This Indian-Origin Girl whose family hails from Andhra Pradesh, taught herself Python at nine and has since founded Voxa, a voice agent platform for small and medium-sized businesses
The story of how Voxa came to exist starts not in a startup incubator or a university lab but in a biotech office in British Columbia, where a young girl noticed that her father kept losing customers because no one was available to pick up the phone.
Mana Jampala was around the age of eleven when an idea gained momentum for her. However, she did not stop here and turned her idea into action by establishing an AI firm providing virtual assistants to SMEs by the time she turned twelve.
Learning to Code at Nine
Mana began learning Python at the age of nine, years before most of her peers had considered programming as anything other than a school subject. That early technical foundation gave her the tools to build a working product rather than simply pitch an idea. When she recognised the problem in her father’s company, she already had enough knowledge to start solving it.
Pitching Past the Skepticism
Convincing local businesses to trust an AI solution built by a twelve-year-old required a different approach. Mana found that pitching online removed the initial barrier her age created in face-to-face meetings, allowing her product to be evaluated on its merits before her youth became a factor in the conversation.

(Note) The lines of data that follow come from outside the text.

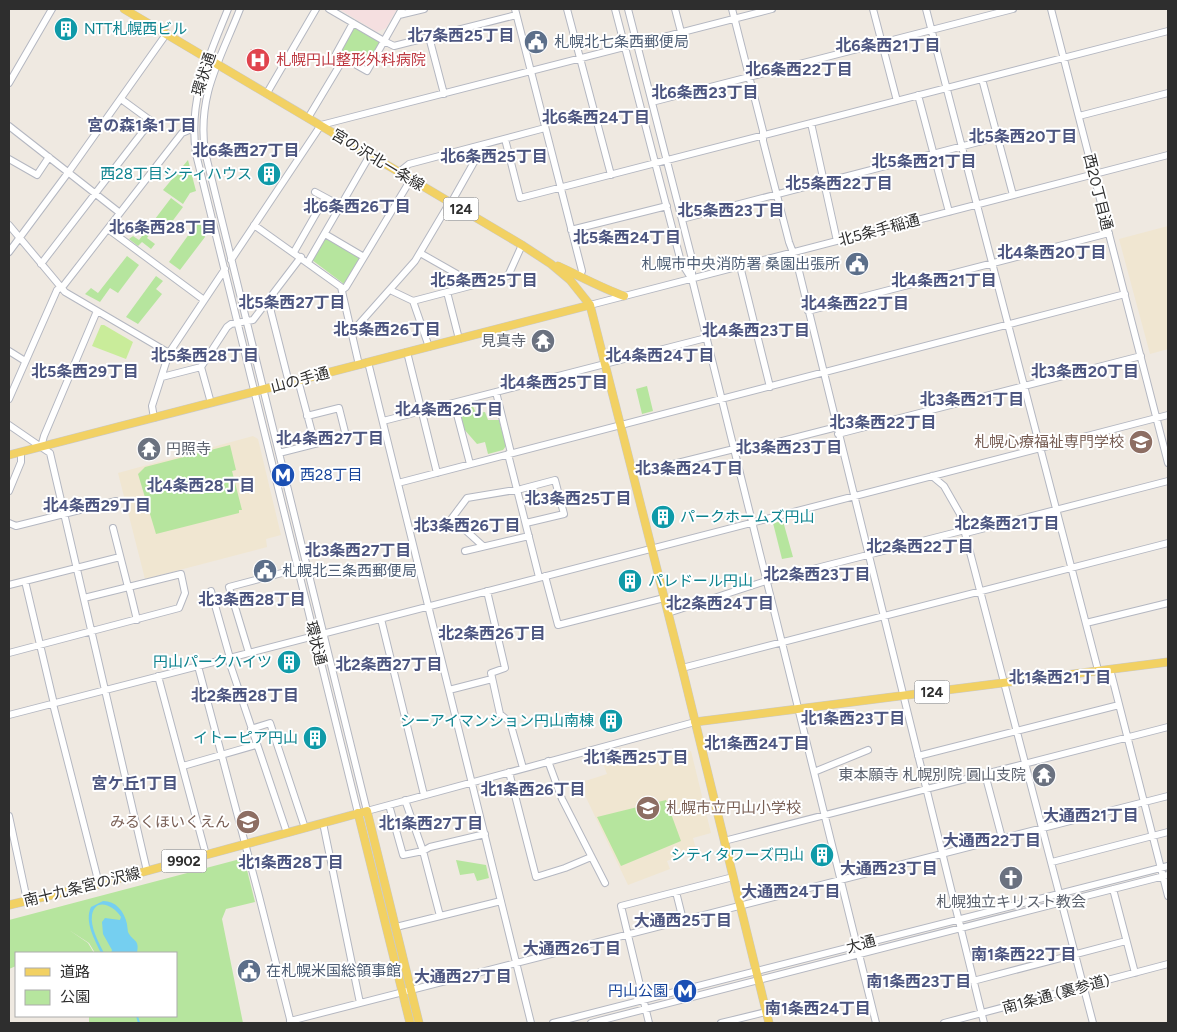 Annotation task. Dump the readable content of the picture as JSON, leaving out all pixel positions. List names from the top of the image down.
{
  "streets": {
    "main road": [
      "宮の沢北一条線",
      "124",
      "山の手通",
      "9902",
      "南十九条宮の沢線"
    ],
    "street": [
      "環状通",
      "西20丁目通",
      "北5条手稲通",
      "大通",
      "南1条通 (裏参道)"
    ]
  },
  "crossings": [
    ["環状通", "宮の沢北一条線"],
    ["環状通", "山の手通"],
    ["環状通", "南十九条宮の沢線"],
    ["宮の沢北一条線", "124"],
    ["宮の沢北一条線", "北5条手稲通"],
    ["宮の沢北一条線", "山の手通"],
    ["宮の沢北一条線", "大通"],
    ["西20丁目通", "北5条手稲通"],
    ["北5条手稲通", "山の手通"]
  ],
  "districts": [
    "北7条西25丁目",
    "北6条西21丁目",
    "北6条西22丁目",
    "北6条西23丁目",
    "北6条西24丁目",
    "宮の森1条1丁目",
    "北5条西20丁目",
    "北6条西27丁目",
    "北6条西25丁目",
    "北5条西21丁目",
    "北5条西22丁目",
    "北6条西26丁目",
    "北5条西23丁目",
    "北6条西28丁目",
    "北5条西24丁目",
    "北4条西20丁目",
    "北5条西25丁目",
    "北4条西21丁目",
    "北5条西27丁目",
    "北4条西22丁目",
    "北5条西26丁目",
    "北4条西23丁目",
    "北5条西28丁目",
    "北4条西24丁目",
    "北5条西29丁目",
    "北3条西20丁目",
    "北4条西25丁目",
    "北3条西21丁目",
    "北4条西26丁目",
    "北3条西22丁目",
    "北4条西27丁目",
    "北3条西23丁目",
    "北3条西24丁目",
    "北4条西28丁目",
    "北3条西25丁目",
    "北4条西29丁目",
    "北2条西21丁目",
    "北3条西26丁目",
    "北2条西22丁目",
    "北3条西27丁目",
    "北2条西23丁目",
    "北3条西28丁目",
    "北2条西24丁目",
    "北2条西26丁目",
    "北2条西27丁目",
    "北1条西21丁目",
    "北2条西28丁目",
    "北1条西23丁目",
    "北1条西24丁目",
    "北1条西25丁目",
    "宮ケ丘1丁目",
    "北1条西26丁目",
    "大通西21丁目",
    "北1条西27丁目",
    "大通西22丁目",
    "北1条西28丁目",
    "大通西23丁目",
    "大通西24丁目",
    "大通西25丁目",
    "大通西26丁目",
    "南1条西22丁目",
    "大通西27丁目",
    "南1条西23丁目",
    "南1条西24丁目"
  ],
  "places": {
    "building": [
      "NTT札幌西ビル",
      "西28丁目シティハウス",
      "パークホームズ円山",
      "パレドール円山",
      "円山パークハイツ",
      "シーアイマンション円山南棟",
      "イトーピア円山",
      "シティタワーズ円山"
    ],
    "public building": [
      "札幌北七条西郵便局",
      "札幌市中央消防署 桑園出張所",
      "札幌北三条西郵便局",
      "在札幌米国総領事館"
    ],
    "hospital": ["札幌円山整形外科病院"],
    "temple": ["見真寺", "円照寺", "東本願寺 札幌別院 圓山支院"],
    "school or university": ["札幌心療福祉専門学校", "札幌市立円山小学校", "みるくほいくえん"],
    "metro station": ["西28丁目", "円山公園"],
    "church": ["札幌独立キリスト教会"]
  },
  "legend": ["道路", "公園"]
}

The strategy worked well enough to get Voxa off the ground.
Balancing School, Sport, and a Startup
Mana leads her company click learning and plays other sports different from the likes of Bill Gates and Mark Zuckerberg. The fact that her family is from Andhra Pradesh makes her story quite powerful in India, where she is being noticed a lot these days. The message she wants to deliver is straightforward: time spent on screens does not need to be the same as time spent on passive entertainment.